# [Task instructions]
Copy out all the lines of the data that hold the word "halo".

● ● ● ● ● ● ●

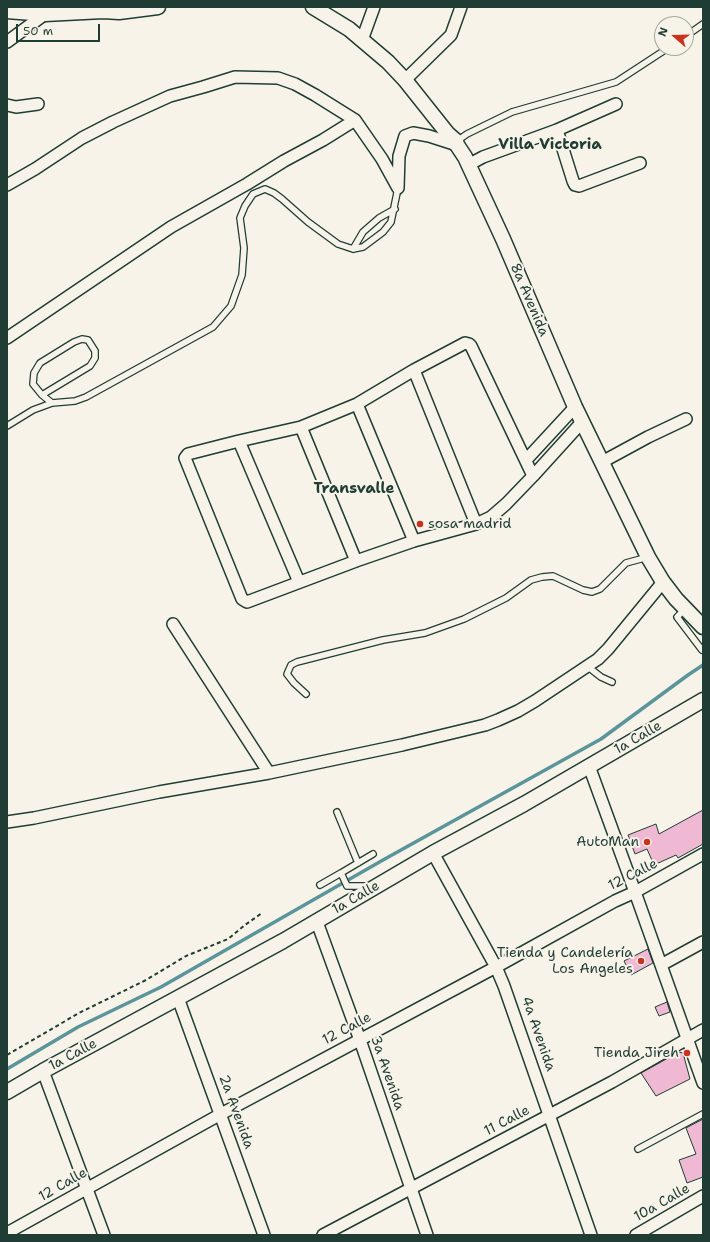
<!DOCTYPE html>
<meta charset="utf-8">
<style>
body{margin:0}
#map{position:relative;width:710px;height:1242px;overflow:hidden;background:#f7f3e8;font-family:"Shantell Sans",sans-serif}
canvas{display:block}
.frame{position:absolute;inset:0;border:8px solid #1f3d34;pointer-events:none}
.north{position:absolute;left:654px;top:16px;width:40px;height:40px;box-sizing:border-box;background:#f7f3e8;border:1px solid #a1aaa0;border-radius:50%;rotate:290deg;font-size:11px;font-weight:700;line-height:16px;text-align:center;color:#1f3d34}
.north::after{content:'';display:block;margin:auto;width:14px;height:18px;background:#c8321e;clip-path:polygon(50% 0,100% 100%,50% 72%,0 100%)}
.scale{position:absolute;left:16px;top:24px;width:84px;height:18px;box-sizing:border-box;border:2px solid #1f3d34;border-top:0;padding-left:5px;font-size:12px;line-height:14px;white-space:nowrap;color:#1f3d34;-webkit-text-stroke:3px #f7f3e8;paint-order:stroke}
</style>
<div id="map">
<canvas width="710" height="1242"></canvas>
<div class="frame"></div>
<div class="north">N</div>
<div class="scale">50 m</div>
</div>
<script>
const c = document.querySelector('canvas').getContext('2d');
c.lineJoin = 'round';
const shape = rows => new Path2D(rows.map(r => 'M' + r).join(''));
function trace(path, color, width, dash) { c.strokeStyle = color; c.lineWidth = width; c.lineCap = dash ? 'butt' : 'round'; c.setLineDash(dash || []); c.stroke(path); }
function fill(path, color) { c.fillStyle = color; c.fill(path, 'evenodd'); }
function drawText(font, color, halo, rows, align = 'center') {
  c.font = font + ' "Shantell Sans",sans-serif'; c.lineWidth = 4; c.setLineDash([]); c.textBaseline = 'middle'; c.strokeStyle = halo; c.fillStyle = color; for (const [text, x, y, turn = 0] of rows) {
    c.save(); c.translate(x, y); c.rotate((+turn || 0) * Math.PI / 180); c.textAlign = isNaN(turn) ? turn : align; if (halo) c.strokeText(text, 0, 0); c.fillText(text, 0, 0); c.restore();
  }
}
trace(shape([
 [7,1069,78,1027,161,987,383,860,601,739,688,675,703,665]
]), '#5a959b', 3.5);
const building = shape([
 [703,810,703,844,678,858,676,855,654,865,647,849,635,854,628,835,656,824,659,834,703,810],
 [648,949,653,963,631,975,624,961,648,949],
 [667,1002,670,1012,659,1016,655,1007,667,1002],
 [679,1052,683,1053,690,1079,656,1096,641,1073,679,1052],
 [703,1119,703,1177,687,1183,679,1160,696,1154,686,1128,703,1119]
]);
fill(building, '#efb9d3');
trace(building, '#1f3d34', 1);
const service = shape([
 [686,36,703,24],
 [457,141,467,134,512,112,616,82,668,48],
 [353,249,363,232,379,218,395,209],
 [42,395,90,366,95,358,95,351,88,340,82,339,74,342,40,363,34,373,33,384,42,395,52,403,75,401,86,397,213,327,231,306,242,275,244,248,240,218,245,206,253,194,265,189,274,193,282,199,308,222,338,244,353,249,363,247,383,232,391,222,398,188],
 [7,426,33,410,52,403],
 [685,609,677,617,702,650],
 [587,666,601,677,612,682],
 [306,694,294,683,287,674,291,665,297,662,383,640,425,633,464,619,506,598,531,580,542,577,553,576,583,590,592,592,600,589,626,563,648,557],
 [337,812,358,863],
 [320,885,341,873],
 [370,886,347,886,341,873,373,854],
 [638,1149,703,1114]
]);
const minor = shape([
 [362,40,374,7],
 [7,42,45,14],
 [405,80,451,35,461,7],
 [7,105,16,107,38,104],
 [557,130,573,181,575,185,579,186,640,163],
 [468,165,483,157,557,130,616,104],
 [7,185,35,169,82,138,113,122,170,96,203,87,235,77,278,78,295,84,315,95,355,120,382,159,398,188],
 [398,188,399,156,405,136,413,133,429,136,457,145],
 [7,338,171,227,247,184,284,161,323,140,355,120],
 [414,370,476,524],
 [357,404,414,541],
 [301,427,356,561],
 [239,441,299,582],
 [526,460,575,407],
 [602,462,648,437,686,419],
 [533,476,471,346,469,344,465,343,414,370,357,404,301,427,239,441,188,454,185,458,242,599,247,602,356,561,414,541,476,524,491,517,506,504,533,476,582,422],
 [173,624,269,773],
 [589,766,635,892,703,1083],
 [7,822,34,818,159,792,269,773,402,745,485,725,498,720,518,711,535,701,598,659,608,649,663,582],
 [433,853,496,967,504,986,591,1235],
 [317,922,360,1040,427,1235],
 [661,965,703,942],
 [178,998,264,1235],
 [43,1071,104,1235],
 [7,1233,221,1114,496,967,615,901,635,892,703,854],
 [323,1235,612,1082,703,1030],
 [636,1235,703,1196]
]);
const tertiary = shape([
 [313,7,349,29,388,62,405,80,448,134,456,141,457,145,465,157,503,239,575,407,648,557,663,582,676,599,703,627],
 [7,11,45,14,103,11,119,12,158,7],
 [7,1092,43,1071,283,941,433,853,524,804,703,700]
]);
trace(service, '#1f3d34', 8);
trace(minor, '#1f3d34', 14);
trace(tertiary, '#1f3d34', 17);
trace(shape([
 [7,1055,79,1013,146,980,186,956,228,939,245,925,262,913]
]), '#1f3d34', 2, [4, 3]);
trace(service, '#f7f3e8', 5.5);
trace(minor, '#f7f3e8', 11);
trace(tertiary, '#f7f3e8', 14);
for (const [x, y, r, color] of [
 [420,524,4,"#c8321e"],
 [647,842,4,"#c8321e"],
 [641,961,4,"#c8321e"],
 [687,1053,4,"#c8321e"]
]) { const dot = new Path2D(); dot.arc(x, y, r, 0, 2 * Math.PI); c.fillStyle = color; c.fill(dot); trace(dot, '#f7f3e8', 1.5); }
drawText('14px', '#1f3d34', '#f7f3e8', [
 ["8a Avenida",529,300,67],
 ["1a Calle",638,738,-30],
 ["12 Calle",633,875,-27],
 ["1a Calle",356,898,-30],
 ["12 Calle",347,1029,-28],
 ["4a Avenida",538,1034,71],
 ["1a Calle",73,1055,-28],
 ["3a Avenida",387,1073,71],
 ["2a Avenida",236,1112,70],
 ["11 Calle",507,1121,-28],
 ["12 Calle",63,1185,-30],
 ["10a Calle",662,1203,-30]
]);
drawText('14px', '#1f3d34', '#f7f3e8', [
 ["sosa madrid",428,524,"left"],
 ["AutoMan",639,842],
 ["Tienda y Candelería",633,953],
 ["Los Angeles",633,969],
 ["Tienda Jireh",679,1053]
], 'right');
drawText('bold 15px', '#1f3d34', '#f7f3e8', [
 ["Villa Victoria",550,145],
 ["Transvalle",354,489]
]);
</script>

● ● ● ● ● ● ●

# [Expected output]
function drawText(font, color, halo, rows, align = 'center') {
  c.font = font + ' "Shantell Sans",sans-serif'; c.lineWidth = 4; c.setLineDash([]); c.textBaseline = 'middle'; c.strokeStyle = halo; c.fillStyle = color; for (const [text, x, y, turn = 0] of rows) {
    c.save(); c.translate(x, y); c.rotate((+turn || 0) * Math.PI / 180); c.textAlign = isNaN(turn) ? turn : align; if (halo) c.strokeText(text, 0, 0); c.fillText(text, 0, 0); c.restore();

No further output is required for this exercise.